Even though the number of samples was limited in this work, the results demonstrate the potential of OCE as a detection technique for IBD, including UC and Crohn’s disease. However, more work is needed to develop excitation techniques and quantitative and analytical methods to accurately quantify the viscoelasticity of the colon tissue. Nevertheless, imaging a larger number of samples and performing correlative analyses with clinically-established assessments of disease severity, such as Disease Activity Index score and Macroscopic Disease Activity score is needed. Moreover, the samples in this work were extracted, and we are currently developing probe-based OCE techniques for in situ and in vivo studies (47).

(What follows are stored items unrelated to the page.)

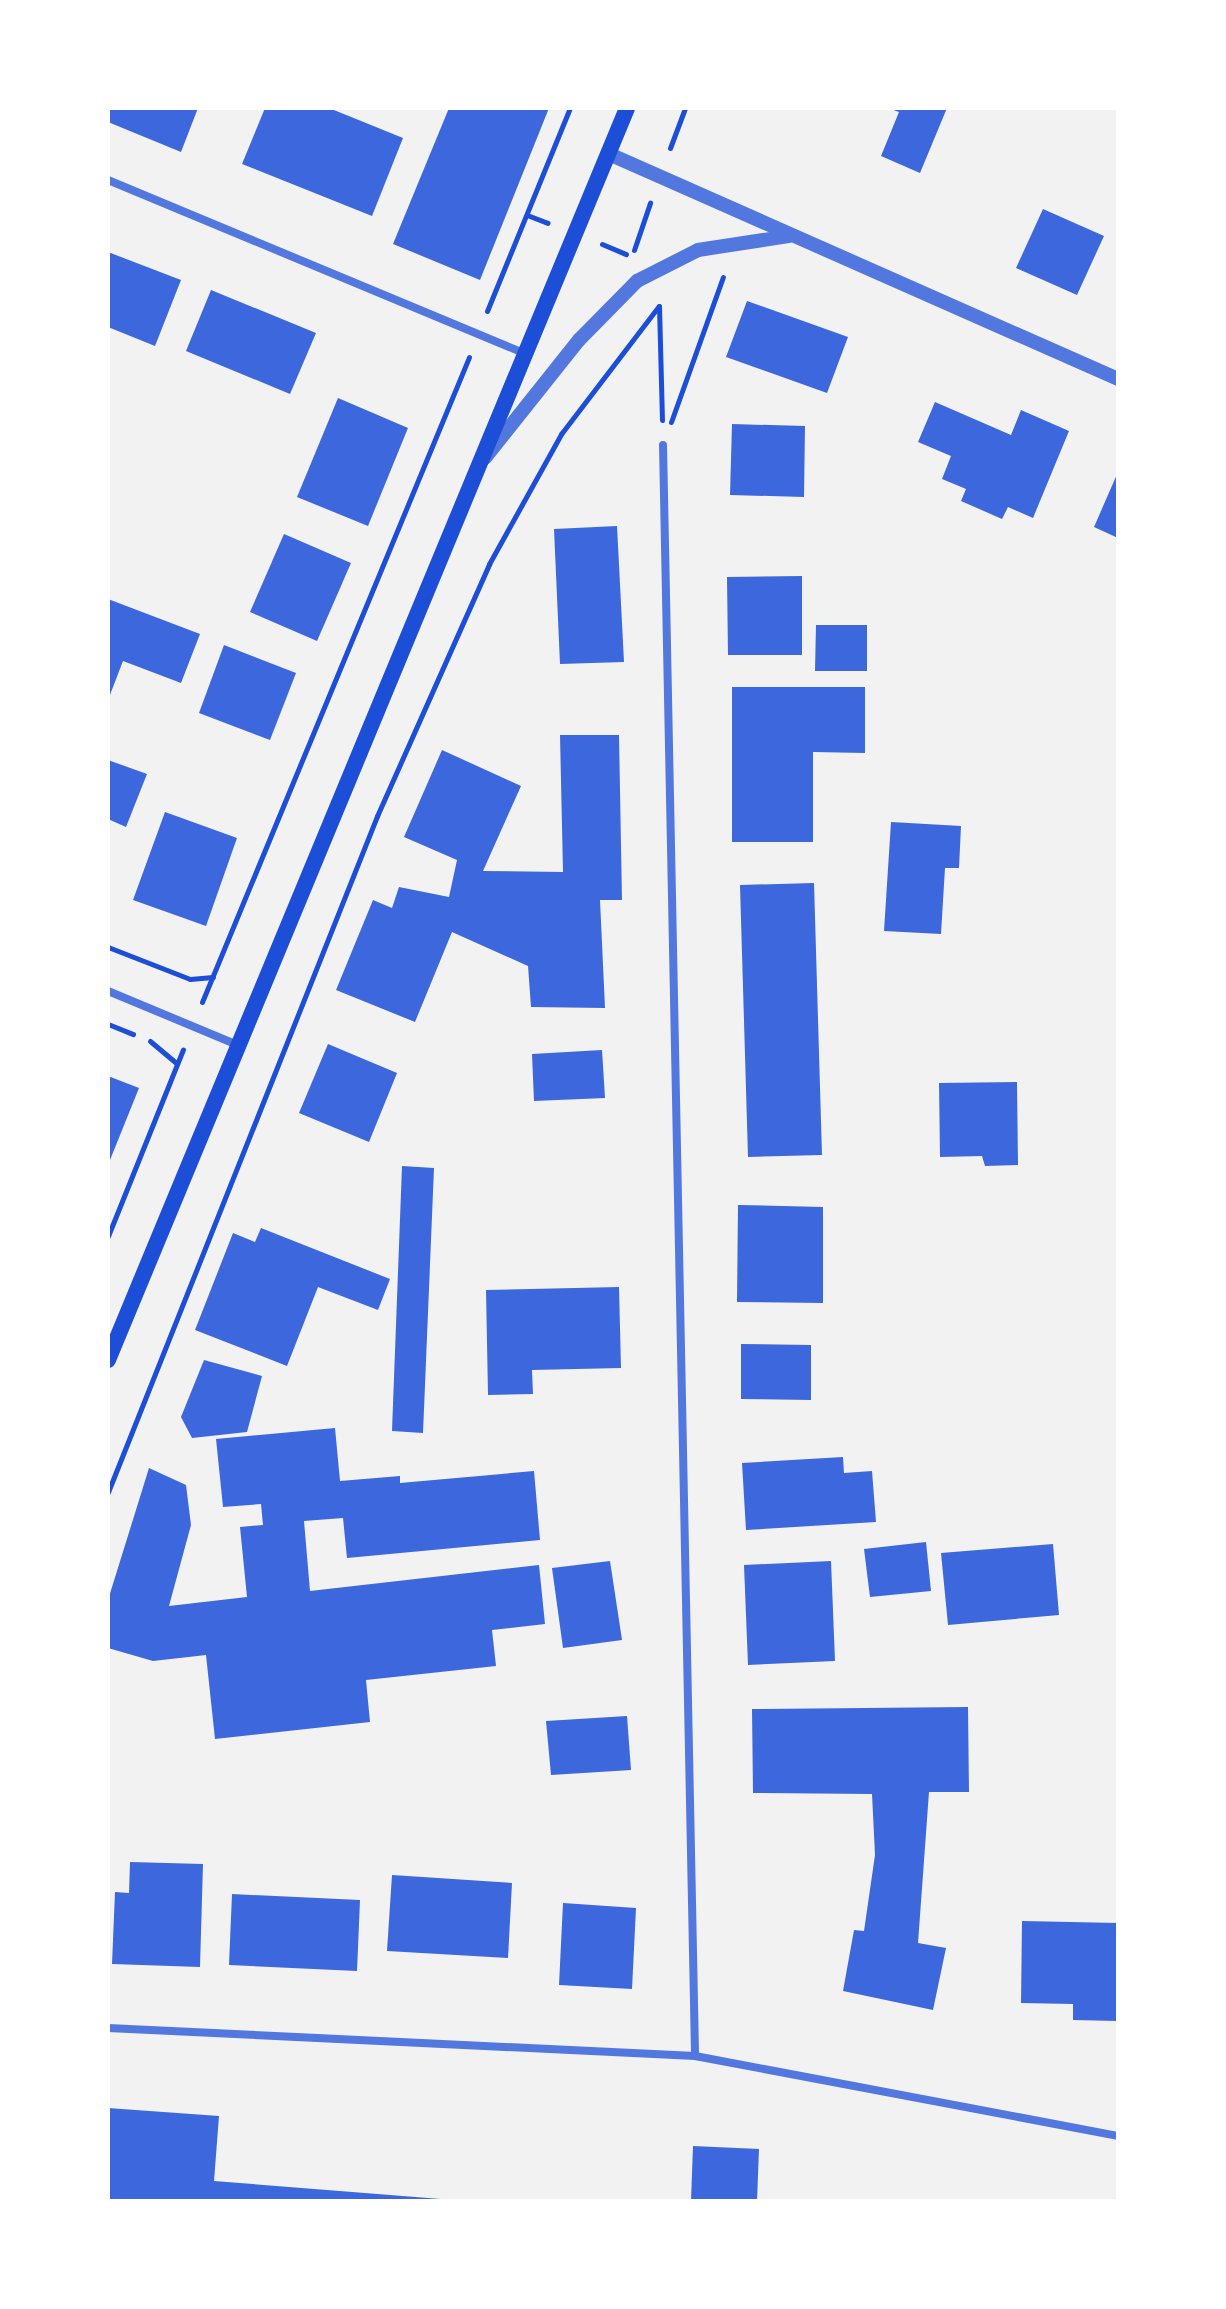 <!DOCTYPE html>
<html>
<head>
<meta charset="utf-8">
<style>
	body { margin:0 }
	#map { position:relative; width:1226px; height:2309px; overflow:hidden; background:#f2f2f2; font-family:"Fira Sans",sans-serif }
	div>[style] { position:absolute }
	.building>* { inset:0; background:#3d67dc }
	.path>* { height:5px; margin:-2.5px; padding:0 2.5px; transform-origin:2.5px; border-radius:2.5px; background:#1d4ed8 }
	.minor>* { height:8px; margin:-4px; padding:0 4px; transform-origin:4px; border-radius:4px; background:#5277de }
	.tertiary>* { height:14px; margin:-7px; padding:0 7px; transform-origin:7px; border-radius:7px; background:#5277de }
	.secondary>* { height:16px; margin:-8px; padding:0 8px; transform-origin:8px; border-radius:8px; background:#1d4ed8 }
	span { translate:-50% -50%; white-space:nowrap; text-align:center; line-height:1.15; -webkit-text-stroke:8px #fff; paint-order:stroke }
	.frame { position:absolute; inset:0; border:110px solid #fff; pointer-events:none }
</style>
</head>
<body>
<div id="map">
	<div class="building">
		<div style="clip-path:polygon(108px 108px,198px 108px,181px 152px,108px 122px)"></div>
		<div style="clip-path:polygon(265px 108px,329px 108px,403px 138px,372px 216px,242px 164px)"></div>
		<div style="clip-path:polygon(449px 108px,549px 108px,480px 280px,393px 244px)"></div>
		<div style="clip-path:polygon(888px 108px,947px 108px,920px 173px,881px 156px,899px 112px)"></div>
		<div style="clip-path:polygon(1043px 209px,1104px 236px,1077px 295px,1016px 268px)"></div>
		<div style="clip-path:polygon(108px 252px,181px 280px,155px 346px,108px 327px)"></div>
		<div style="clip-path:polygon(211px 290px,316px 333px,290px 394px,186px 351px)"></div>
		<div style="clip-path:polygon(747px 301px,848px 337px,827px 393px,726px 357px)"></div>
		<div style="clip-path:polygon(338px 398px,408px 428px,368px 526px,297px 497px)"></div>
		<div style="clip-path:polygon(935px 402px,1011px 435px,1021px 410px,1069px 431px,1033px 518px,1008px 507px,1002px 519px,961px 501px,966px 489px,942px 479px,951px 456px,918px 442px)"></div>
		<div style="clip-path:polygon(732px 424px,805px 426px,804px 497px,730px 495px)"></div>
		<div style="clip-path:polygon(1118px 472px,1118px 538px,1094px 527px)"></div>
		<div style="clip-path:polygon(617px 526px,624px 662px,560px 664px,554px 529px)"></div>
		<div style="clip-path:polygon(284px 534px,351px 563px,317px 641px,250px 612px)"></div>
		<div style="clip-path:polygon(802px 576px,802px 655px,728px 655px,727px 577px)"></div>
		<div style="clip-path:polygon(108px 599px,200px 634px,181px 683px,123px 661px,108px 700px)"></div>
		<div style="clip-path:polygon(816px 625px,867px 625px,867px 671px,815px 671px)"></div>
		<div style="clip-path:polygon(224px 645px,296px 673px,270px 740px,199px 713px)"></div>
		<div style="clip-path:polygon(732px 687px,865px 687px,865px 753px,813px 752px,813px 842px,732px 842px)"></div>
		<div style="clip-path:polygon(560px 735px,619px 735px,622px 900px,600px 900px,605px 1008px,531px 1007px,528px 966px,452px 932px,415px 1022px,336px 990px,373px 900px,392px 908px,399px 887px,449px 897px,457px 860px,404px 837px,442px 750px,521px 786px,483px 871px,563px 872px)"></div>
		<div style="clip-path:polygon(108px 760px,147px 774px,126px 827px,108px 819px)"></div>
		<div style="clip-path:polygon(165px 812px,237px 838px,206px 926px,133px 900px)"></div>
		<div style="clip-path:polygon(891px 822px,961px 826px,959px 868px,945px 868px,941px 934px,884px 931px)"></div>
		<div style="clip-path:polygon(814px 883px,822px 1155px,748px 1157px,740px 885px)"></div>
		<div style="clip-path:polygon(328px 1044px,397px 1073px,369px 1142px,299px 1113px)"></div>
		<div style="clip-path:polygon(602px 1050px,605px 1098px,534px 1101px,532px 1054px)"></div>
		<div style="clip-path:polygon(108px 1076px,139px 1088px,108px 1165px)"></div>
		<div style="clip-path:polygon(1017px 1082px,1018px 1165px,985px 1166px,982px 1156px,940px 1157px,939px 1083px)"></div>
		<div style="clip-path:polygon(402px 1166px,434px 1168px,423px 1433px,392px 1431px)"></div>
		<div style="clip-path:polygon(738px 1205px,823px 1207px,823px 1303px,737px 1302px)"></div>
		<div style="clip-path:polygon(261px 1228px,390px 1279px,378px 1310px,318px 1287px,287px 1366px,195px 1330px,233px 1233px,255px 1242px)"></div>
		<div style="clip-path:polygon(619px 1287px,621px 1368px,532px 1370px,533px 1394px,488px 1395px,486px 1290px)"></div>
		<div style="clip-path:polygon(741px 1344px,811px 1345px,811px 1400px,741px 1399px)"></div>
		<div style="clip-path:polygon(204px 1360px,262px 1376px,247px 1432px,192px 1438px,181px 1417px)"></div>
		<div style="clip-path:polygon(335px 1428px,340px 1481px,400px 1476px,400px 1483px,534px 1471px,540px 1540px,347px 1558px,343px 1518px,304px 1521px,310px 1591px,539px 1565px,545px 1624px,492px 1630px,496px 1666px,366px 1680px,370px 1722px,215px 1739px,206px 1655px,153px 1661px,108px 1648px,108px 1600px,149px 1468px,186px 1485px,191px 1525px,169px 1606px,247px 1597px,240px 1527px,263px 1525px,261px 1504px,223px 1507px,216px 1439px)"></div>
		<div style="clip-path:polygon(843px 1457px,844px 1473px,872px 1471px,876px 1522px,746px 1530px,742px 1463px)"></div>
		<div style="clip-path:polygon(926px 1542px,931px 1591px,870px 1597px,864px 1549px)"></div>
		<div style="clip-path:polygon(1053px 1544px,1059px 1615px,948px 1625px,941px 1553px)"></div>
		<div style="clip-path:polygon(610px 1561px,622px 1640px,563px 1648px,552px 1568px)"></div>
		<div style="clip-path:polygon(831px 1561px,835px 1661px,748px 1665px,744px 1565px)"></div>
		<div style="clip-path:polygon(968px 1707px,969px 1792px,929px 1792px,918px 1943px,946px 1948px,933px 2010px,843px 1991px,854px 1930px,864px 1931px,875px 1855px,872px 1794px,753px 1793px,752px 1709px)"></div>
		<div style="clip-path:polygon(627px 1716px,631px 1770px,551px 1775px,546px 1721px)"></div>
		<div style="clip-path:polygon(130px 1862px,203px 1864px,200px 1967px,112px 1964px,115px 1892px,129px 1893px)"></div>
		<div style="clip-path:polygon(392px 1875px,512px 1883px,508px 1958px,387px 1951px)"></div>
		<div style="clip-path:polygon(232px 1894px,360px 1900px,357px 1971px,229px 1965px)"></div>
		<div style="clip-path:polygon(563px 1903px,636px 1908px,632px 1989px,559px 1985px)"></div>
		<div style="clip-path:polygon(1022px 1921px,1118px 1923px,1118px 2021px,1073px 2020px,1073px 2004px,1021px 2003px)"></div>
		<div style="clip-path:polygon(108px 2108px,219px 2116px,214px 2181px,466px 2201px,108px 2201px)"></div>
		<div style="clip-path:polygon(693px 2146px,759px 2149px,757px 2201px,691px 2201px)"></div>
	</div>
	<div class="path">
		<div style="left:670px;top:148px;width:43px;rotate:-69.4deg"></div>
		<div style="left:527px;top:215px;width:22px;rotate:21deg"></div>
		<div style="left:602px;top:244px;width:26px;rotate:23deg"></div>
		<div style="left:634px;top:250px;width:50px;rotate:-71.2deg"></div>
		<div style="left:659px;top:306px;width:114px;rotate:88.5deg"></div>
		<div style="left:487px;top:311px;width:219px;rotate:-67.8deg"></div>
		<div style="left:671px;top:422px;width:154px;rotate:-70.3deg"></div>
		<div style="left:108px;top:947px;width:88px;rotate:21.3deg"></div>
		<div style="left:190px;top:979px;width:23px;rotate:-5deg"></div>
		<div style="left:202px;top:1002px;width:698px;rotate:-67.51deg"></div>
		<div style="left:108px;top:1024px;width:27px;rotate:22deg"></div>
		<div style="left:150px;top:1041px;width:35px;rotate:40deg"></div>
		<div style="left:108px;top:1236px;width:201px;rotate:-68.1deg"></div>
		<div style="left:108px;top:1492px;width:728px;rotate:-68.3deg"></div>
		<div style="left:377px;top:816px;width:276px;rotate:-66deg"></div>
		<div style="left:489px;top:564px;width:149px;rotate:-61deg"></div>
		<div style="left:561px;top:434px;width:161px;rotate:-52.6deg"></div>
	</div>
	<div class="minor">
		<div style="left:108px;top:180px;width:452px;rotate:22.6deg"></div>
		<div style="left:663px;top:445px;width:1611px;rotate:88.86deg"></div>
		<div style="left:108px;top:991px;width:141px;rotate:22.6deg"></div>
		<div style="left:108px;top:2028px;width:588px;rotate:2.73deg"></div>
		<div style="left:695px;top:2056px;width:430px;rotate:10.7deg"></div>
	</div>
	<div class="tertiary">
		<div style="left:609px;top:154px;width:557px;rotate:23.85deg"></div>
		<div style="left:485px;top:458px;width:151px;rotate:-51.5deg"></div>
		<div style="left:579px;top:340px;width:83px;rotate:-45.5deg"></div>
		<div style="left:637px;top:281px;width:68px;rotate:-26.9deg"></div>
		<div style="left:698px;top:250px;width:93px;rotate:-8.7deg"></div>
	</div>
	<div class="secondary">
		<div style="left:108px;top:1360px;width:1355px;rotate:-67.48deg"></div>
	</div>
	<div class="frame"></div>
</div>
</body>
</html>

In summary, we have demonstrated the potential of air-pulse OCE to differentiate healthy and colitis-diseased murine colon tissue exhibiting lesions that are very similar to human IBD (20). Initial estimates of tissue stiffness based on group velocity indicated that healthy tissue was stiffer than diseased tissue. Analysis of the dispersive behavior of the samples also suggested higher stiffness of the healthy tissue, but also a possible increased viscosity. Moreover, structural analysis of the tissue demonstrated a distinct difference in tissue optical properties between the healthy and colitis-diseased tissue. The results raise hope that OCE may be useful for detecting IBD and possibly other colorectal pathologies.
Funding: This work was supported, in part, by NIH grants 2R01EY022362, 1R01HL130804, and 1R21CA231561.
Conflicts of Interest: The authors have no conflicts of interest to declare.
Ethical Statement: All procedures were performed under an approved protocol by the University of Houston Institutional Animal Care and Use Committee.